** Data to process follows **
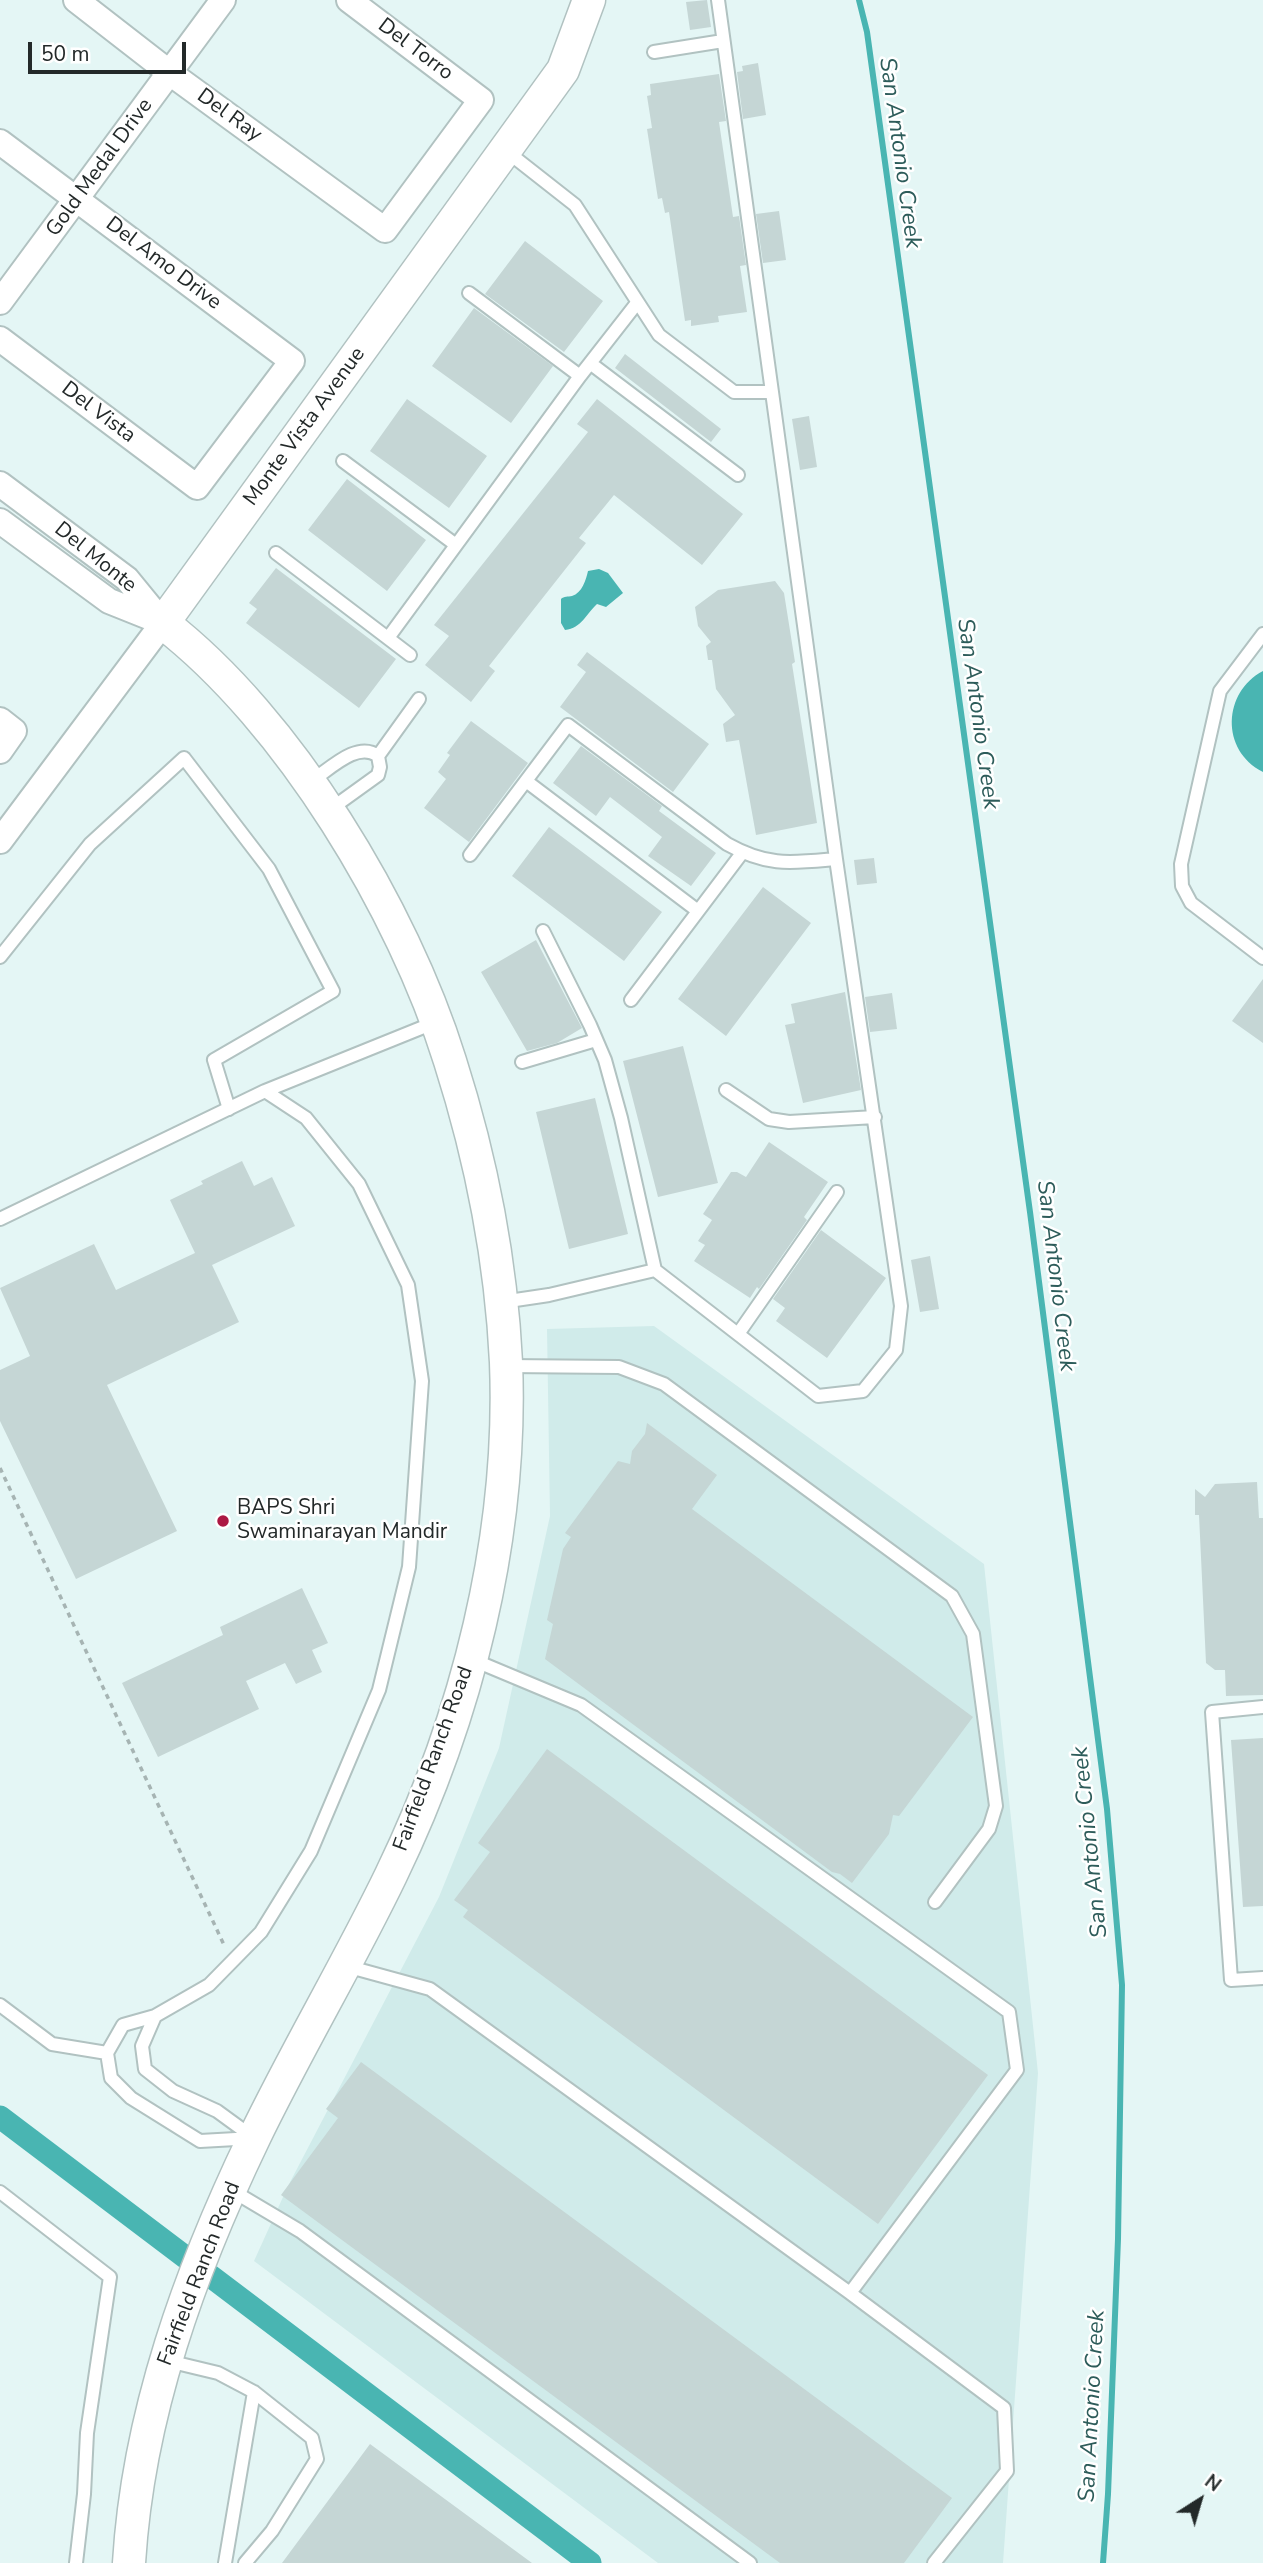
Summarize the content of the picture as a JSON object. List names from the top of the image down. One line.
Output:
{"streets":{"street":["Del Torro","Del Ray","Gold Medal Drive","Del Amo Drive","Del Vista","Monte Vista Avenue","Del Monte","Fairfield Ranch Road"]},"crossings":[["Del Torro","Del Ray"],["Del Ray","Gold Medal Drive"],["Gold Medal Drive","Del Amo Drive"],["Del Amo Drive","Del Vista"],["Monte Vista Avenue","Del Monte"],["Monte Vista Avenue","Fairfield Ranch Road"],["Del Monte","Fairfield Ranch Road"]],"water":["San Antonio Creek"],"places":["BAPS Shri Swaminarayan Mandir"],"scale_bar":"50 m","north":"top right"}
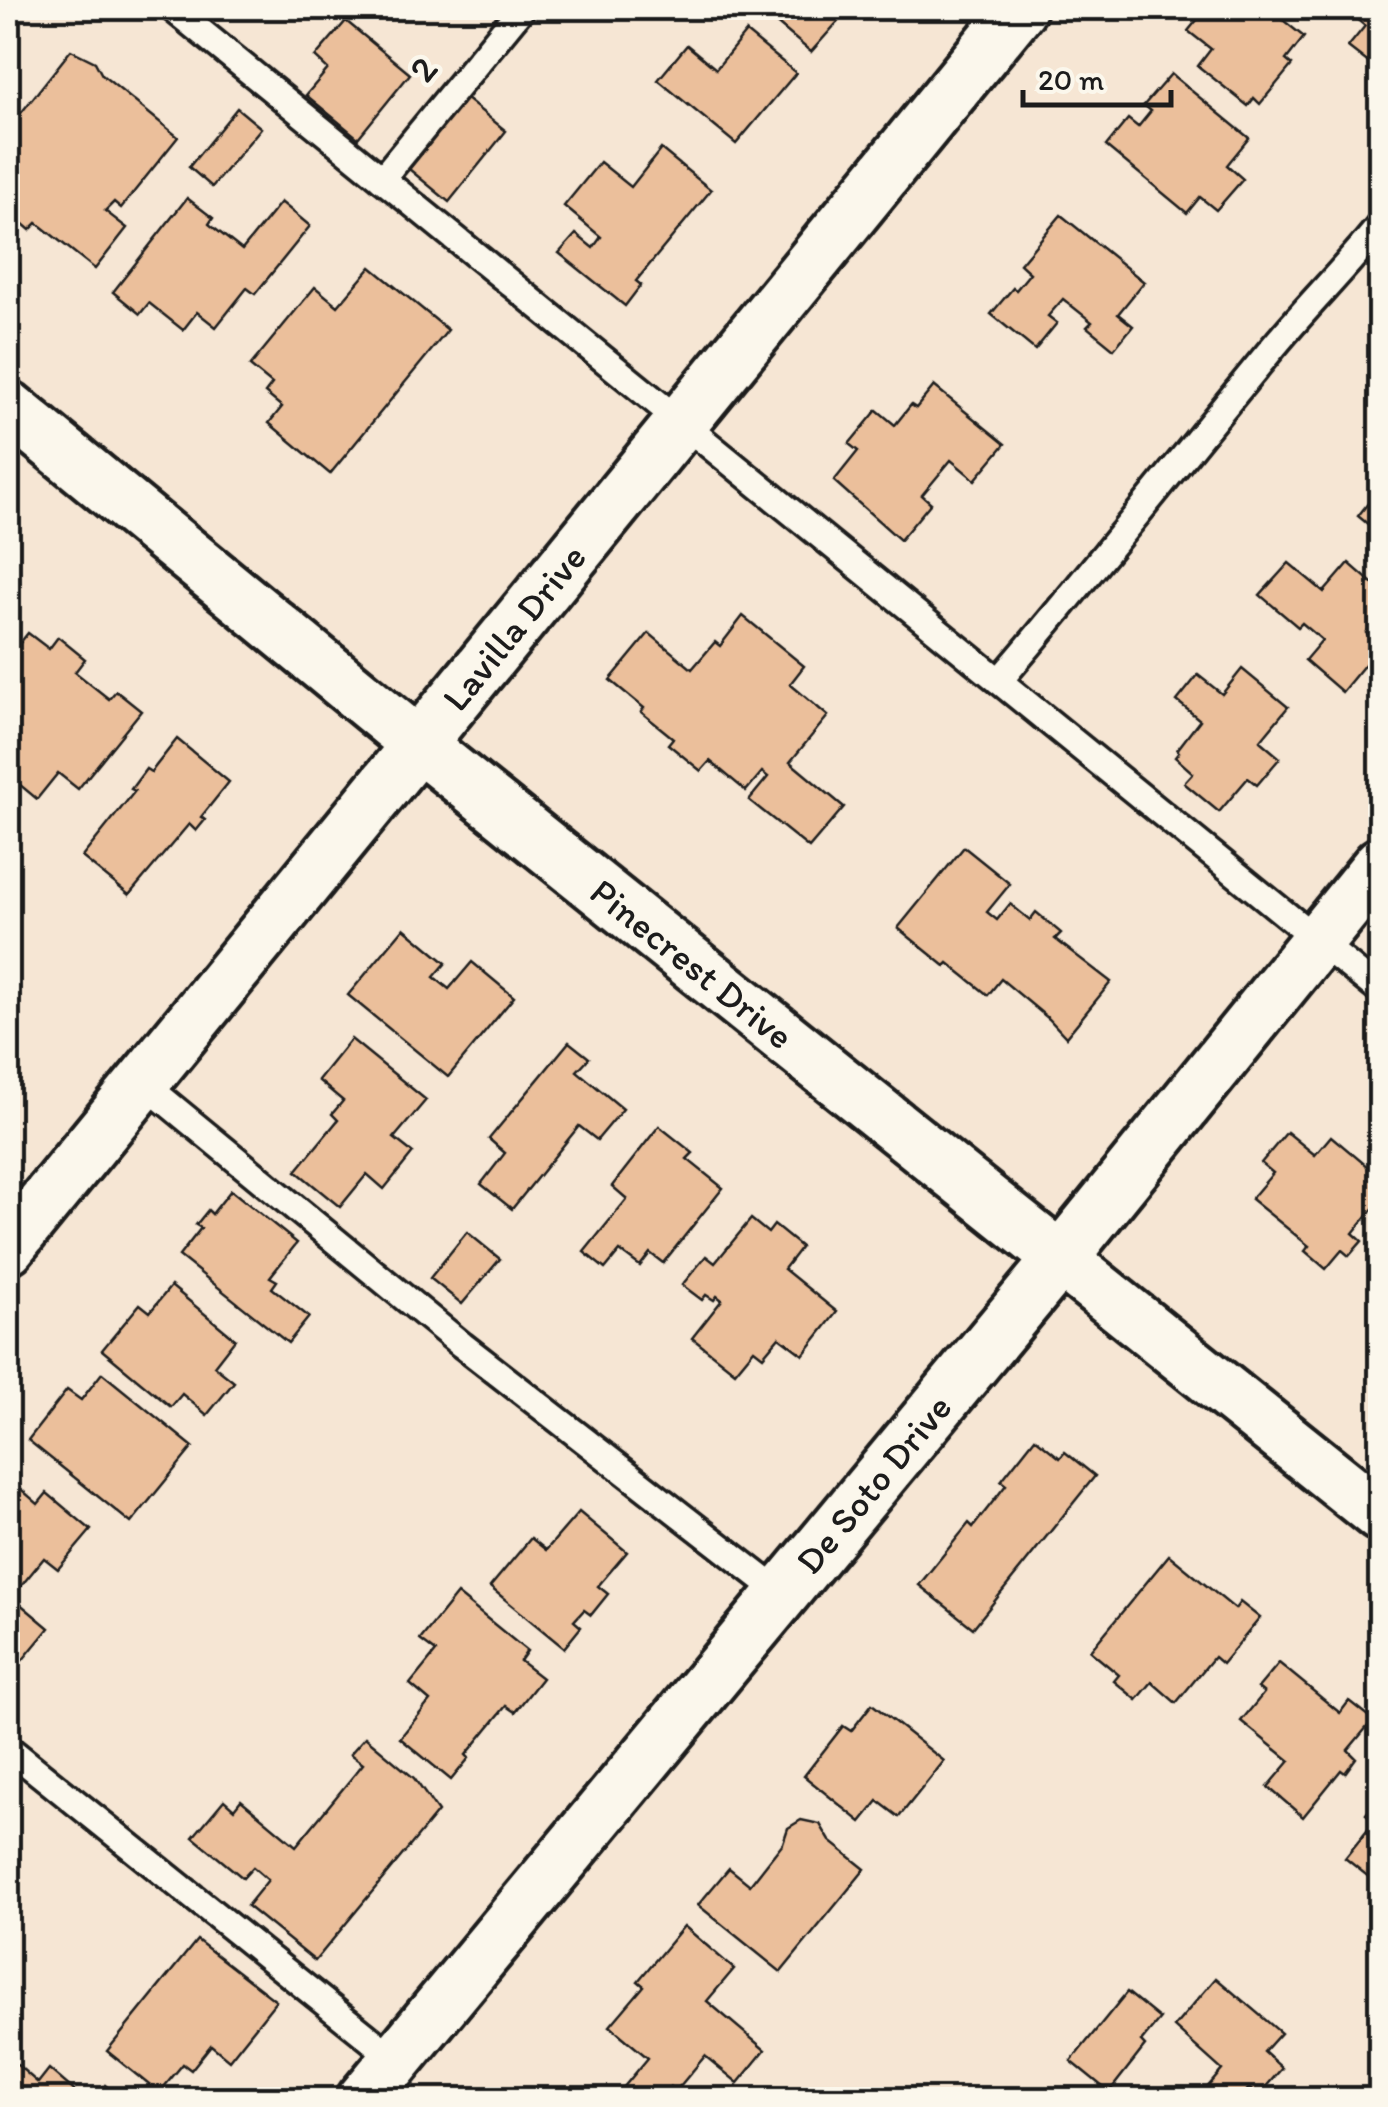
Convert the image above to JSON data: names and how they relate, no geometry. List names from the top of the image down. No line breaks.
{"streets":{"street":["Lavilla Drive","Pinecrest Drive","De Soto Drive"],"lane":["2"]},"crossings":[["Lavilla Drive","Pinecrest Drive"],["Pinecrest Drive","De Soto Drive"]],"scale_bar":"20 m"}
** End of Data to process **
> [What this task involves]: Output all the records above again exactly, with the pictures dropped.

> [Exercise answer]:
Summarize the content of the picture as a JSON object. List names from the top of the image down. One line.
Output:
{"streets":{"street":["Del Torro","Del Ray","Gold Medal Drive","Del Amo Drive","Del Vista","Monte Vista Avenue","Del Monte","Fairfield Ranch Road"]},"crossings":[["Del Torro","Del Ray"],["Del Ray","Gold Medal Drive"],["Gold Medal Drive","Del Amo Drive"],["Del Amo Drive","Del Vista"],["Monte Vista Avenue","Del Monte"],["Monte Vista Avenue","Fairfield Ranch Road"],["Del Monte","Fairfield Ranch Road"]],"water":["San Antonio Creek"],"places":["BAPS Shri Swaminarayan Mandir"],"scale_bar":"50 m","north":"top right"}
Convert the image above to JSON data: names and how they relate, no geometry. List names from the top of the image down. No line breaks.
{"streets":{"street":["Lavilla Drive","Pinecrest Drive","De Soto Drive"],"lane":["2"]},"crossings":[["Lavilla Drive","Pinecrest Drive"],["Pinecrest Drive","De Soto Drive"]],"scale_bar":"20 m"}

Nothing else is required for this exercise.